Today a legend who is connected in China at the highest levels said China may peg the renminbi to gold.  He also warned the next downturn is set to rival the Great Depression.

Back To The Future
By John Ing, M
aison Placements
 (King World News) – This economic cold war is about the future world leadership for global economic, technological, financial and geopolitical dominance. We believe that the tariff war is about Team Trump’s desire to contain China who already has taken a lead in the high-tech field and is now pushing for alternatives to US hegemony. The inclusion of an anti-Chinese poison pill notice in NAFTA 2.0 opens up a new front making the so-called free trade deal, not so free.

In fact in reshaping the world order, we believe that we are returning to the great shifting of power rivalries of the 19th Century. America is afraid of the “Thucydides’ Trap”, when ancient countries’ rivalry ended up in wars to establish which country was top dog. Work by Professor Allison from Harvard studied a 500 year period when one power threatened to displace another, that in 12 of 16 instances, they ended badly in bloodshed, including more recently the two World Wars. Today, defense spending is rising substantially everywhere and in some places breaking Cold War levels. Worrisome too is that Trump is seeking to end the 1987 nuclear treaty with Russia.

And China’s difficulty is that in this game of chicken, backing down to a public browbeating would be a loss of “face” which would resurrect a nationalist upsurge, not easy with a 1.3 billion populace. A win-win battle is increasing unlikely if the Trump Team stays the course. Needed is a compromise deal like the USMCA deal where minor concessions allowed both sides to claim a tweetable win…

Shooting Themselves in the Foot
Unlike Canada, China has options and multiple fiscal and monetary levers to counter the tariff impact. To date, China’s retaliation has been muted and measured, imposing tariffs on some 5,200 products, including LNG, cocoa powder and frozen vegetables. While 70 percent of the US economy is geared towards consumption, China by contrast is only 40 percent. Therefore the American consumer will be harder hit by higher prices from this tariff war. Although parts for computer servers, smart phones, and network working gear manufactured in China face higher US tariffs, the US exempted the popular Apple watches and other consumer gadgets. However, America’s champions like Cisco Systems, Dell and Hewlett-Packard were not so lucky and have asked for exclusions or waivers. Ford Motor, America’s number 2 automaker said the tariff war will cost them $1 billion. And, despite the tariffs, US farmers’ income will drop this year.

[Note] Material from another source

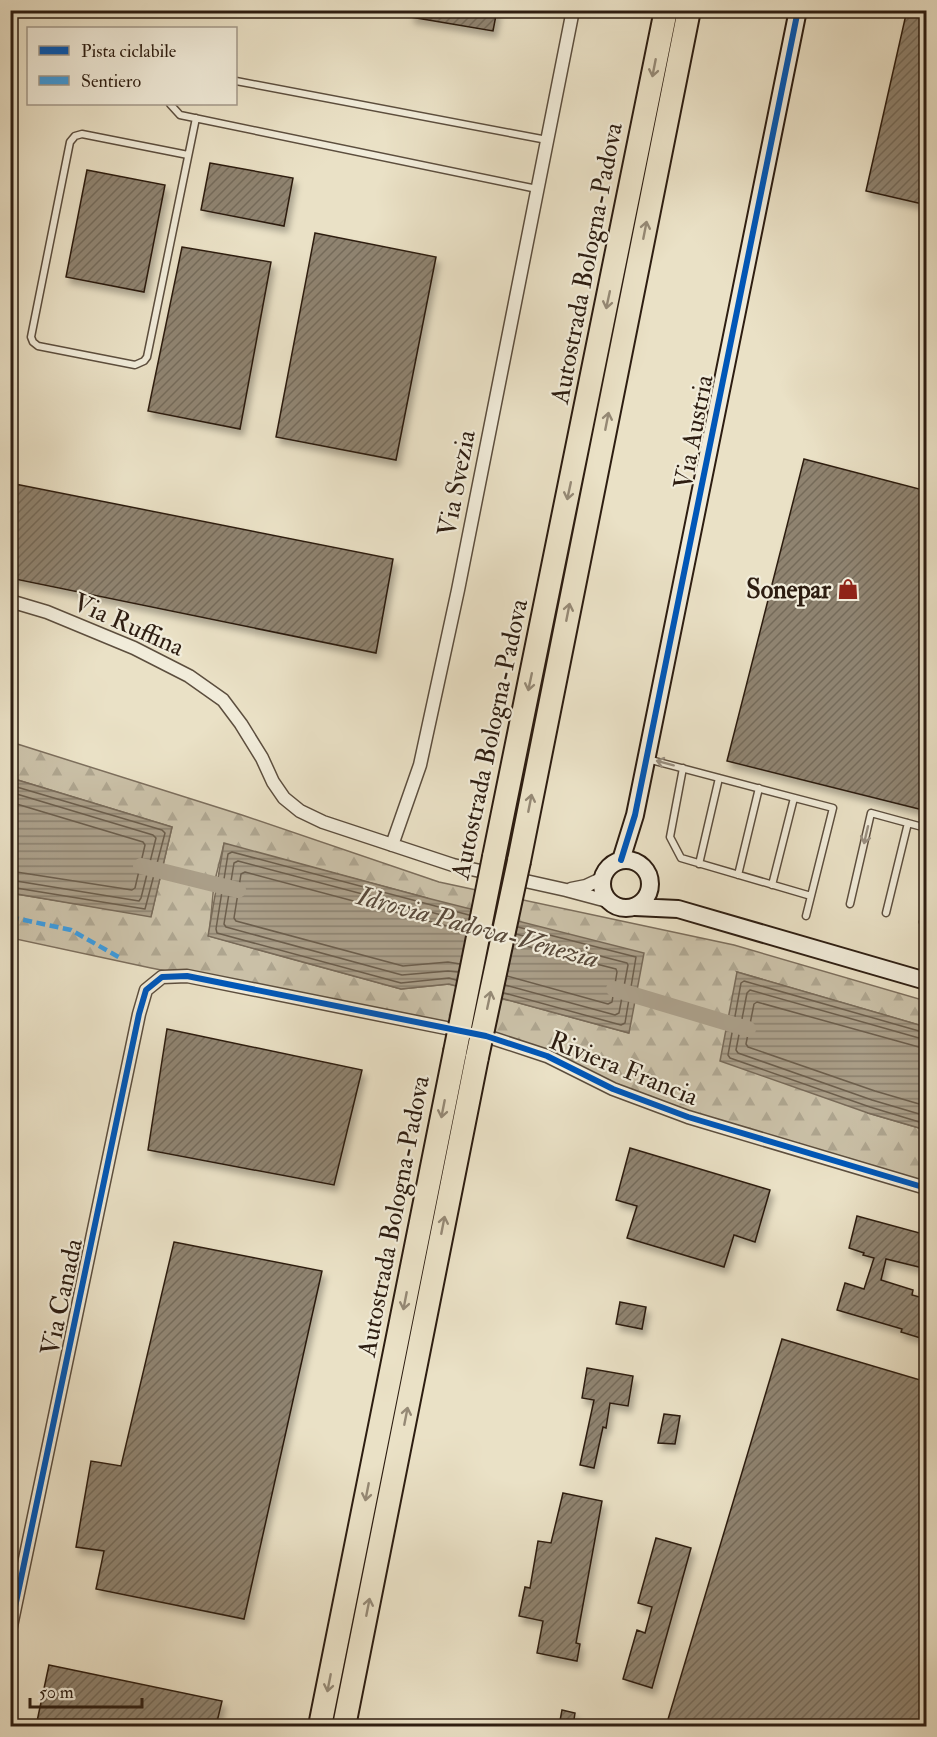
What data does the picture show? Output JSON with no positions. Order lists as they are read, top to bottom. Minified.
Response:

Ironically, tariffs won’t fix the trade imbalance between China and the United States. Despite unleashing the tariff dogs, US goods’ trade deficit surged to a near high in August, plunging to $75.8 billion, as its exports fell. The value of China’s exports rose 14.5 percent in September and China achieved a record $34.1 billion surplus with the US, despite the onslaught of the trade war. China’s entire export sector accounted for less than 20 percent of China’s GDP in 2017 down from 35 percent in 2007. Exports as a percentage of China’s GDP has fallen every year for the past decade. So why the tariffs?

Tariffs Will Upset American Supply Chains
Mr. Trump believes he has the upper hand but among the bravado, the dealmaker has a losing hand. The so-called Chinese trade surplus is driven largely by the Chinese comparative advantage and global capital flows. Tariffs won’t change that. In 1960, the US represented 40 percent of global output and today that has shrunk to 20 percent. Trump’s new world will further marginalize the United States. Just as Trump didn’t expect some 100 plus world leaders at the UN General Assembly to laugh at his bragging so will he learn that his trade policy and rejection of globalism is no laughing matter.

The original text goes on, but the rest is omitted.